Three of Jupiter’s big moons, Europa, Ganymede, and Callisto, are especially interesting to scientists because they have icy outer shells and are thought to hide oceans of liquid water underneath. Of these three, Europa is a prime target in the search for habitable environments beyond Earth.

Geologic features provide clues to how the ice shell and underlying ocean interact, but these features only reveal what is happening at or near the surface. Explains Tunhui (Tina) Xie, a graduate student working with Professor Jean-Luc Margot at the University of California Los Angeles, “Radar delves below what is easily seen, because radio waves can penetrate into the ice, and carry information about its internal structure and purity.”

These new observations show that Europa’s radar “albedo”—a measure of how bright it appears to radar—is much higher than that of typical planets and asteroids. The returning radar signal is dominated by the same circular polarization as the transmitted beam, a hallmark of multiple scattering inside clean, porous ice. These properties strongly support an explanation known as the “coherent backscatter opposition effect,” in which radio waves bounce around within the ice before returning back to the telescope, dramatically boosting the echo.

Because the team observed Europa in a bistatic configuration—with Goldstone transmitting and both Goldstone and the NSF GBT receiving—they could also test how the coherent backscatter effect changes with the angle between transmitter, moon, and receiver.

They found that Europa’s radar brightness stayed roughly constant even when the angle increased, implying that the bright backscatter “peak” must be broader than the range of angles they sampled, placing a limit on the depth that the radio waves diffused before being absorbed. This depth limit offers a new constraint on how transparent Europa’s ice is, and will help scientists interpret upcoming ice‑penetrating radar data from spacecraft now en route to study this moon in more detail.

These new ground‑based results fill a three‑decade gap since the last major radar study of Europa in the late 1980s and early 1990s. The researchers find strong agreement between their measurements and those earlier results, reinforcing the picture of Europa as an object with very high radar reflectivity and strongly “diffuse” scattering, rather than the mirror‑like reflections seen from many rocky surfaces.

This consistency increases confidence that Europa’s radar properties are stable over time and that Earth‑based and spacecraft radar measurements can be interpreted within a unified physical framework.

Because the observing campaign spanned many years and viewing geometries, the team asked whether Europa’s radar brightness changed from one hemisphere to another, or with longitude. They found that Europa’s disk‑integrated radar properties are statistically consistent with remaining nearly constant as the moon rotates, which agreed with earlier observations.

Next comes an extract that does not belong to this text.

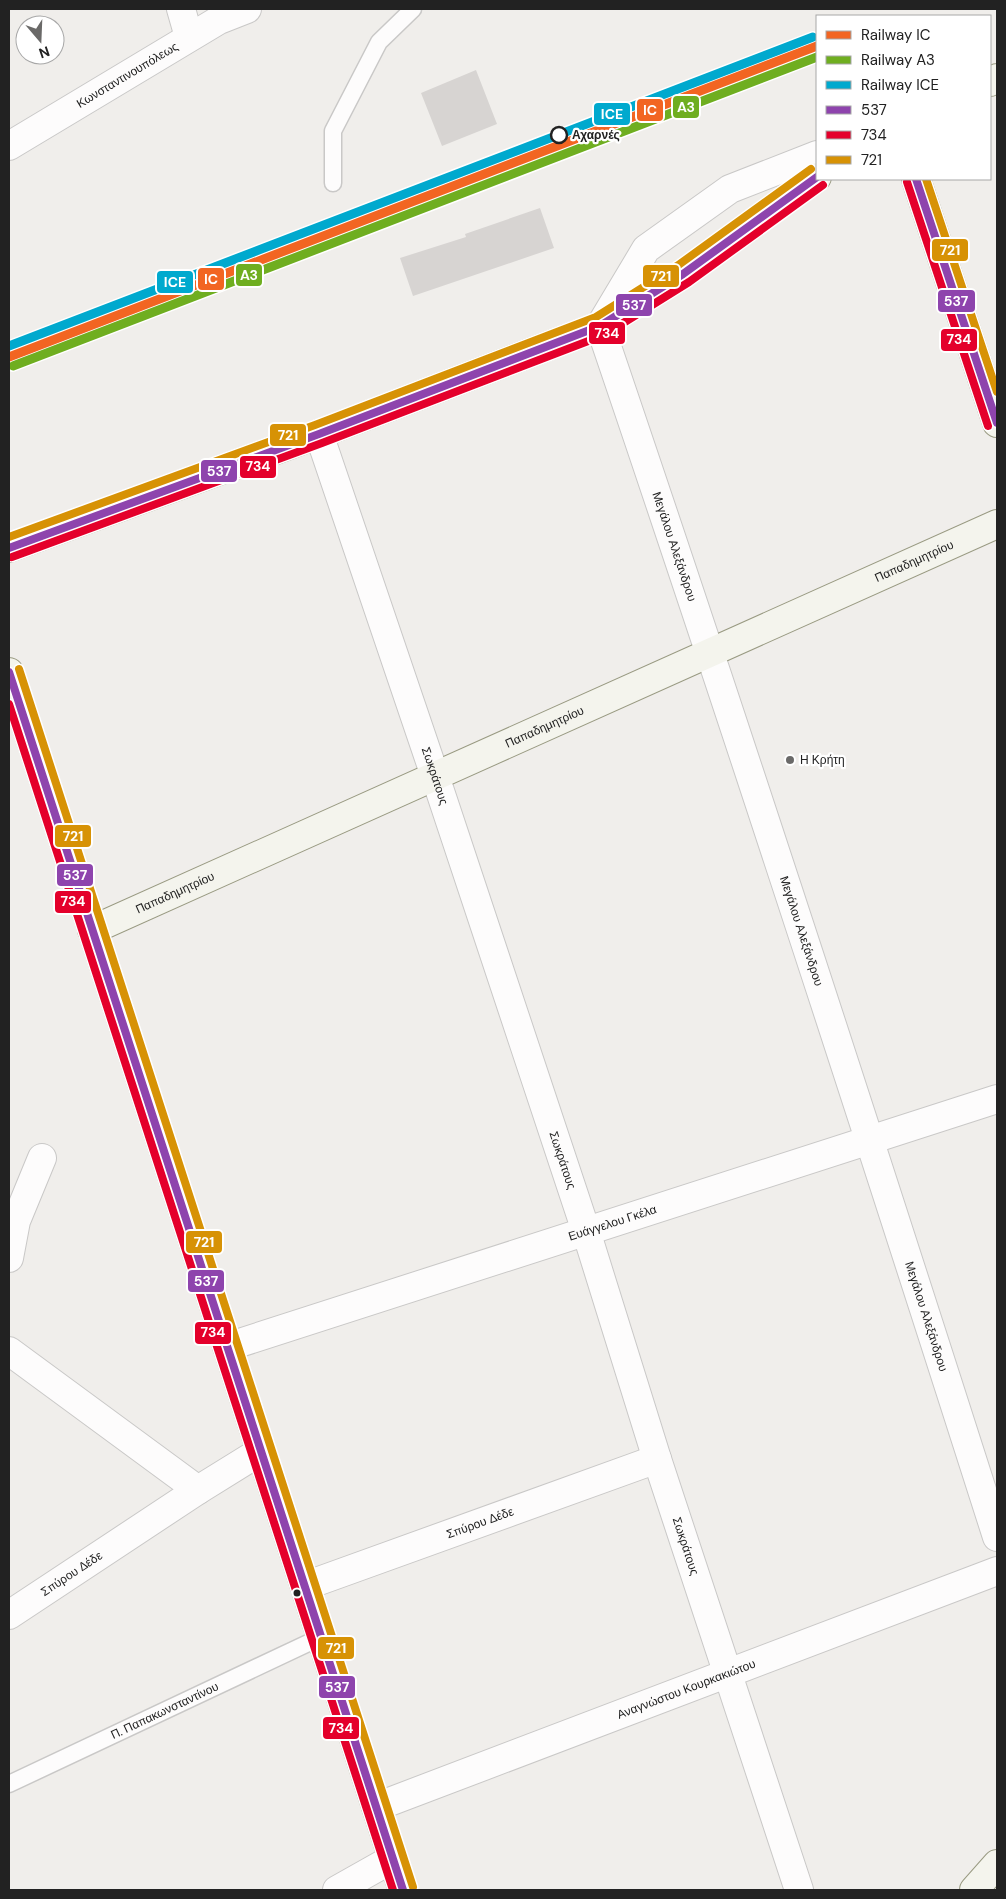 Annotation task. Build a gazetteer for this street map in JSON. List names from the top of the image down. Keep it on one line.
{"streets":{"main road":["Παπαδημητρίου"],"street":["Κωνσταντινουπόλεως","Μεγάλου Αλεξάνδρου","Σωκράτους","Ευάγγελου Γκέλα","Σπύρου Δέδε","Αναγνώστου Κουρκακιώτου"],"lane":["Π. Παπακωνσταντίνου"]},"crossings":[["Μεγάλου Αλεξάνδρου","Παπαδημητρίου"],["Μεγάλου Αλεξάνδρου","Ευάγγελου Γκέλα"],["Παπαδημητρίου","Σωκράτους"],["Σωκράτους","Ευάγγελου Γκέλα"],["Σωκράτους","Σπύρου Δέδε"],["Σωκράτους","Αναγνώστου Κουρκακιώτου"]],"places":["Αχαρνές","Η Κρήτη"],"lines":["rail line ICE","rail line IC","rail line A3","transit line 721","transit line 537","transit line 734"],"legend":["Railway IC","Railway A3","Railway ICE","537","734","721"],"north":"bottom"}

However, when the authors divided the data into leading and trailing hemispheres and performed statistical tests, they saw a hint—though not statistically conclusive—that the trailing hemisphere could be slightly brighter in one polarization state. If confirmed with future data, that subtle difference could be related to how charged particles from Jupiter’s magnetosphere modify the ice or affect the formation of small‑scale surface structures that absorb or scatter radio waves.

“Future planetary science and space flight missions, like NASA’s Europa Clipper, could benefit from this type of radar science,” shares Will Armentrout, a scientist with the NSF NRAO who supports radar projects. “As the Green Bank Telescope’s radar capabilities evolve, with new technologies currently under development, we’re looking forward to providing even more radar capabilities for the scientific community.”

About NRAO

The National Radio Astronomy Observatory (NRAO) is a major facility of the U.S. National Science Foundation, operated under cooperative agreement by Associated Universities, Inc.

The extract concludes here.